One thing is clear. A judgment by the Court that a State such as Australia (and, consequently,
any State) can only deal with Portugal in relation to a treaty such as the 1989 Treaty (or, indeed, any
treaty) can do nothing to create a "real" role for Portugal within the territory of East Timor such as
would advance the people's right to conduct an act of self-determination.
The futility of any court judgment in this regard is evident. Portugal does not, and cannot,
establish any causal link between the future exercise of the right to self-determination, in a form that
might be approved by the United Nations, and any judgment in the form sought by Portugal. The
situation is comparable to that referred to in Northern Cameroons in the passage I previously
quoted.
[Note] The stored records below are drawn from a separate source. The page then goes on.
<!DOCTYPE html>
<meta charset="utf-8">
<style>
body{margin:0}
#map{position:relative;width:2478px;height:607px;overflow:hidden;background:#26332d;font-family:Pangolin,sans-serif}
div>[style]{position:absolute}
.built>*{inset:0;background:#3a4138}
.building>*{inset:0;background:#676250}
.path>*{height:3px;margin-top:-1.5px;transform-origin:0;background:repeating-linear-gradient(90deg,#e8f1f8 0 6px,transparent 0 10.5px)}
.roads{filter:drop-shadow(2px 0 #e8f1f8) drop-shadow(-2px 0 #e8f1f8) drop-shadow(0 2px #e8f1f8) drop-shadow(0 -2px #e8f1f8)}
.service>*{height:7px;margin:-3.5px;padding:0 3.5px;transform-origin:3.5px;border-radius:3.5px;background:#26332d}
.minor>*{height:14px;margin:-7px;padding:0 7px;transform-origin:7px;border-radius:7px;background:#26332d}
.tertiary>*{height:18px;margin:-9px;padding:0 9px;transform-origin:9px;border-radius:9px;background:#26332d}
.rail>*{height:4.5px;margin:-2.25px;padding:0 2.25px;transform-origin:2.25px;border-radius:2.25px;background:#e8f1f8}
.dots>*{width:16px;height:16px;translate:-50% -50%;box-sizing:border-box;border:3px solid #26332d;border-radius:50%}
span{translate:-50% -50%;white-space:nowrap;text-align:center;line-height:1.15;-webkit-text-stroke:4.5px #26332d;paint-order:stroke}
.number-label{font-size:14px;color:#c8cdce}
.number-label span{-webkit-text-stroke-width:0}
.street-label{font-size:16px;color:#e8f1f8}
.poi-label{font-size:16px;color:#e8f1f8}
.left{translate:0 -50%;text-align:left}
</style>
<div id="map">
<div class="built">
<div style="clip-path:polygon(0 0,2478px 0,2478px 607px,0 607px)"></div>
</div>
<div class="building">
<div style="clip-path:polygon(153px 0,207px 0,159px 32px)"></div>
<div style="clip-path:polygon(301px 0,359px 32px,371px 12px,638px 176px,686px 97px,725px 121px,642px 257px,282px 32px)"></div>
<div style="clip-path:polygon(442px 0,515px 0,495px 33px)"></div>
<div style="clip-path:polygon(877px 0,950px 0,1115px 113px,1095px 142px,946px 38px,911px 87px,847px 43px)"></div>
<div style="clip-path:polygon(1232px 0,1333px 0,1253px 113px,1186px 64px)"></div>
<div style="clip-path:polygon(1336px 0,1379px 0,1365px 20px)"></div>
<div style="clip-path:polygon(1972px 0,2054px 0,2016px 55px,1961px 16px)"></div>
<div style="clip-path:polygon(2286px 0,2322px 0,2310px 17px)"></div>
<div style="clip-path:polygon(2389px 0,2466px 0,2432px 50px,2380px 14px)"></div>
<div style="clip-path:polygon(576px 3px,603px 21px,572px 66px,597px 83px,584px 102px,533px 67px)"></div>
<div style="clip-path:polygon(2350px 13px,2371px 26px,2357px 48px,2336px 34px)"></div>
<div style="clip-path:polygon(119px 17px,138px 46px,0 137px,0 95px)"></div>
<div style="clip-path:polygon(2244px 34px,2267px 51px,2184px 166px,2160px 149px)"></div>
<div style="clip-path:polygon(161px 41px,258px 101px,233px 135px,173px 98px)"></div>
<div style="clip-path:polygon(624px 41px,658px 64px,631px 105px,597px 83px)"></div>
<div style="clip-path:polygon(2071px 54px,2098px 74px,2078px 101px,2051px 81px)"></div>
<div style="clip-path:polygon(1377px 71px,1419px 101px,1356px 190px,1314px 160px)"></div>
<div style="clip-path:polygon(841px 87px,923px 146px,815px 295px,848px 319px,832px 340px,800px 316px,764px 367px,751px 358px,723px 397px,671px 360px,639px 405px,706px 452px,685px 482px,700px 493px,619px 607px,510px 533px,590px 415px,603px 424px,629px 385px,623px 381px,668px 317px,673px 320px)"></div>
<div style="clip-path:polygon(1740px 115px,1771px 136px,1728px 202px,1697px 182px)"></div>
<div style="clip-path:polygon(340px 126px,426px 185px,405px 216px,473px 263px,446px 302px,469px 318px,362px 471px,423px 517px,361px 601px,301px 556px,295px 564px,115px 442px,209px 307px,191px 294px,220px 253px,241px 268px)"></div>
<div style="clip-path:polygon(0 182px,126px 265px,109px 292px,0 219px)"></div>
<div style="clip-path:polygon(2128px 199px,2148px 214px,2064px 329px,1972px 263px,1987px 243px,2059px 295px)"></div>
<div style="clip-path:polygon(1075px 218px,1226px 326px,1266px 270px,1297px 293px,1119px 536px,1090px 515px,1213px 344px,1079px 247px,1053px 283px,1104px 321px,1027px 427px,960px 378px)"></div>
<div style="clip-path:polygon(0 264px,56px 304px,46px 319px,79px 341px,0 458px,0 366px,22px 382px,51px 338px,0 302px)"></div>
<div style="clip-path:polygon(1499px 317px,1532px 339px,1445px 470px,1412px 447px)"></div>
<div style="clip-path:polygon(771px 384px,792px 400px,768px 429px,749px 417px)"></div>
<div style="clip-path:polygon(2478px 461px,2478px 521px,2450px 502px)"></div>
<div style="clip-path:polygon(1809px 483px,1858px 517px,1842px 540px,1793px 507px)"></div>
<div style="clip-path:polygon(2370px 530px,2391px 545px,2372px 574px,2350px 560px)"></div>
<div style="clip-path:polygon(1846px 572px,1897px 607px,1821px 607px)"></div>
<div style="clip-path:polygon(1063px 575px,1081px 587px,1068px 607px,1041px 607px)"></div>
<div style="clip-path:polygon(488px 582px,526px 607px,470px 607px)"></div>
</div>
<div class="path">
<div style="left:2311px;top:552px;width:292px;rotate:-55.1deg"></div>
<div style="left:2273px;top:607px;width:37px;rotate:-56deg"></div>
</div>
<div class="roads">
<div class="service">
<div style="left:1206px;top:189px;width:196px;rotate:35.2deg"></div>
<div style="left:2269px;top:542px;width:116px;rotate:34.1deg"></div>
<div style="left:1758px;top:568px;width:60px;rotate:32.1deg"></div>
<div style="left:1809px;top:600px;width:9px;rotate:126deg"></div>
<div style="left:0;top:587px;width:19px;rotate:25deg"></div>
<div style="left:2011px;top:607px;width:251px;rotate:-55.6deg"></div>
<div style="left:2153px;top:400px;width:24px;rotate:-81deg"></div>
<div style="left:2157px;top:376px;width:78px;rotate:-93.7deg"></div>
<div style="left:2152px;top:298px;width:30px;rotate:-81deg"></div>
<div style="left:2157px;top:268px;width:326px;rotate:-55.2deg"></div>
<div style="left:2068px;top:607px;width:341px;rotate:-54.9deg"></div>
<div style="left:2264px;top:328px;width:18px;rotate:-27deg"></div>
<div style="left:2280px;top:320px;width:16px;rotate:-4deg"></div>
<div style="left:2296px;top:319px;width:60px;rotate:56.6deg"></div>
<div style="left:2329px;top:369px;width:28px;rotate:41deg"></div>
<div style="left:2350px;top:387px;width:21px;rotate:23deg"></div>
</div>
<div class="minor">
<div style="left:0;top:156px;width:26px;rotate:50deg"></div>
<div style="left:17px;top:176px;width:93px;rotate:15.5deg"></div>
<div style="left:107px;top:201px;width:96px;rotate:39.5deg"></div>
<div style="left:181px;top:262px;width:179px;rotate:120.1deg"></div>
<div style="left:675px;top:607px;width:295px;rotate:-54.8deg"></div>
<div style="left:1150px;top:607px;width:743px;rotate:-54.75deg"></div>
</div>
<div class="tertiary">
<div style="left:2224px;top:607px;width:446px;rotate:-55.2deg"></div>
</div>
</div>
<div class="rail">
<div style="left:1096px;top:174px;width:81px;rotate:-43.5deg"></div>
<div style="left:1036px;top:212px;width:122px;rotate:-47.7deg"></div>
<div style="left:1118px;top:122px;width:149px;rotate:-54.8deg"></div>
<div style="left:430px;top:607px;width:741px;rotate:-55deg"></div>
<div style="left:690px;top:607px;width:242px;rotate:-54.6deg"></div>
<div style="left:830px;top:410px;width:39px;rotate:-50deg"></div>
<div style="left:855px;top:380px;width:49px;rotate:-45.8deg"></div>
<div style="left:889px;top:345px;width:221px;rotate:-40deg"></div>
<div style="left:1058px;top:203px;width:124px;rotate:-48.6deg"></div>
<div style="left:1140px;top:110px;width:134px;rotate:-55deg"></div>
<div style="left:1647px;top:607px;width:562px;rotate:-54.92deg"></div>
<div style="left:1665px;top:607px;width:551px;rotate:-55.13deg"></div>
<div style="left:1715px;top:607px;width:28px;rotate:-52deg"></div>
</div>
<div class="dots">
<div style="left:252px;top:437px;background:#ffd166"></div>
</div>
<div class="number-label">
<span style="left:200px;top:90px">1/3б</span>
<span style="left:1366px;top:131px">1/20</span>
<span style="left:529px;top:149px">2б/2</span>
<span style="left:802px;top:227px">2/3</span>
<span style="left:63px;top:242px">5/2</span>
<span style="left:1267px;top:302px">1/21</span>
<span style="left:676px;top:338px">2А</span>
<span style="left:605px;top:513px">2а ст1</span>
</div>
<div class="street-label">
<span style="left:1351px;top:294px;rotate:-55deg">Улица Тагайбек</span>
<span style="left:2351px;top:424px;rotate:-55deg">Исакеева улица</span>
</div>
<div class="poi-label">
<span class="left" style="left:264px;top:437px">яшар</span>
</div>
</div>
No judgment will bind the United Nations political organs, or contribute anything towards a
- 45 -
political solution.
Contrary to what Professor Dupuy has said (CR 95/3, p. 12), the admitted right of people of
East Timor to self-determination nonetheless is a vague general principle which requires to be given
particular content and application by the General Assembly. In this case, the United Nations organs
have not given any guidance. In its absence, it is for each State to promote the right to
self-determination as is appropriate. It is a firmly established principle of international law that
limitations upon State sovereignty cannot be presumed (cf. Lotus case (1927) P.C.I.J., Series A, No.
10 ).
It is because issues concerning the exercise of self-determination are essentially for political
resolution, that the Charter "leaves the General Assembly a measure of discretion with respect to the
forms and procedures by which the right is to be realized" (Western Sahara case, I.C.J. Reports
1975, p. 36). Here, as in the Western Sahara case, there is no dispute about the right to
self-determination, the issue is how that right may be exercised. But, in terms of providing an
answer to this, any judgment of this Court, whether on the broad issue or the narrow treaty issue,
can be of no direct effect.
We know that the General Assembly has indicated a means to resolve the dispute in relation to
East Timor. The latest report of the Secretary-General shows that progress is occurring in the
dialogue between Portugal and Indonesia. The Court have a copy of that in their folder. A judgment
for Portugal could only derogate from this process of dialogue. One thing is certain: whatever this
Court orders Portugal will never have any ability to negotiate exclusively on behalf of the people of
East Timor in relation to the territory. A judgment in Portugal's favour might require the
Secretary-General not to treat Indonesia as having any governmental role in East Timor or, more to
the point, not to deal with any other alleged representatives of the people of East Timor. Portugal
invites the Court into potentially disruptive action.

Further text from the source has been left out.